What Are Our Lats & Why Should We Strengthen Them?

our lats are your biggest upper body/back muscle. The origin and insertion points of the latissimus dorsi can be seen here.

Posterior view: Well developed lats give the upper body a more triangular shape – have a look at a swimmers body! Their arms are constantly in a “downwards pull” in the water, and therefore they typically develop size & strength through their lats.

Lat Pull Down Benefits

Whether your goal is body composition, strength, or performance based, we could all benefit from developing strong lats.

From a body composition perspective, developing your lats will give your upper body more shape, and can help to make the waist appear smaller due to the angle in which the lats run along the upper body.

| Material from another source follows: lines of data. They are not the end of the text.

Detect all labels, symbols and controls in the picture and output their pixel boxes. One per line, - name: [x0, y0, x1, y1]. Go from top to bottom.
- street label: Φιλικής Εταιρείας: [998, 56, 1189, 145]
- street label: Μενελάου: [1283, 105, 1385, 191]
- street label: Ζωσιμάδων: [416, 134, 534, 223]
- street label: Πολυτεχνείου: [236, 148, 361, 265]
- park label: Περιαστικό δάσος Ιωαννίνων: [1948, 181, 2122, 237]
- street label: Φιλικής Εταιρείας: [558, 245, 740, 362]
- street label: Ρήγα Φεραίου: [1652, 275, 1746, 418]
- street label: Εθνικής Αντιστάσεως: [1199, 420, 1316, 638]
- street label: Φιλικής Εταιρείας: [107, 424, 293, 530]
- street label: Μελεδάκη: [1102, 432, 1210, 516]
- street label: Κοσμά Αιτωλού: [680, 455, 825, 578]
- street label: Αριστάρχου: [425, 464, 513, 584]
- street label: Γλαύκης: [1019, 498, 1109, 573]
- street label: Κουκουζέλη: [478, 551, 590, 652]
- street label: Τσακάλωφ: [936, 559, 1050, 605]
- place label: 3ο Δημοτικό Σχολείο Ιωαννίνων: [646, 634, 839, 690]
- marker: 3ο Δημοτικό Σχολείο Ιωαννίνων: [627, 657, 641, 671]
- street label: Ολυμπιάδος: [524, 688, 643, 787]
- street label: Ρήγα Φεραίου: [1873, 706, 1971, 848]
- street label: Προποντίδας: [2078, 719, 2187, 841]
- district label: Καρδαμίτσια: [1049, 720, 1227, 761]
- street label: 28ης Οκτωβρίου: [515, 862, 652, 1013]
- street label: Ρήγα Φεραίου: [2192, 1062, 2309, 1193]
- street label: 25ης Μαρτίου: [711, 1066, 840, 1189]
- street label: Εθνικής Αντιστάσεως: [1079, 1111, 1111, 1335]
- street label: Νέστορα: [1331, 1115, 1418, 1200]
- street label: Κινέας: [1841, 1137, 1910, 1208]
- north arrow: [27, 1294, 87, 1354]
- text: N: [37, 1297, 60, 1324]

From a strength and performance perspective – the lats assist your bigger lifts: to brace your core effectively, and will also help you to move a heavier load with more total tension/irradiation throughout the body.

Muscles Used

  • Latissimus Dorsi
  • Teres major
  • Rear deltoids
  • Trapezius
  • Rhomboids
  • Levator scapulae
  • Biceps brachii
  • Brachialis
    And more!

Lat Pull Down Form

Below we are going to go through step by step how to perform the Lat pull down with effective technique. We will be describing the technique using a prone grip

  1. Begin by positioning your hands on the bar roughly shoulder width apart with your palms facing forward (knuckles up) and thumbs around the bar.
  2. Allow the weight to pull you into a completely lengthened position (full stretch) for your starting position.
  3. Take a deep breathe in and break the bar creating tension through your upper lats.
  4. Begin the movement breathing out and then pulling your shoulders down towards your hips. As your elbows begin going into flexion (bending) allow your sternum to go up towards the ceiling and your spine to move into thoracic extension.
  5. Bring the bar down to just under the collarbone, by getting it down to this end range it allows you to activate the lower area of the Latissimus Dorsi.
  6. Take a deep breathe in and allow the bar to go back to a completely lengthened (stretched) position. Repeat.

Key Cues

  • elevate shoulders and allow the Lats to lengthen.
  • lock the shoulder blades down toward your “back pockets” or hips. As you do this, think of lifting your chest upward towards the handle or bar that you are using.
  • maintaining this position with the shoulder, scapula, and chest, pull the arms downward until the bar/handles are at your collarbone.
  • Carefully let arms go back to the top, keeping the shoulders down until the arms are nearly straight.
Lat Pulldown

When Should I Avoid The Lat Pulldown?

From a shoulder rehab perspective – some people who present with certain shoulder pathologies may be advised to avoid lat work as it is an internal rotator.. however! The lats also provide a downward (inferior) pull on the top of the arm (humerus) and can therefore actually be beneficial in some cases to assist shoulder rehab. It’s all context dependent! Consult with your physiotherapist/healthcare professional.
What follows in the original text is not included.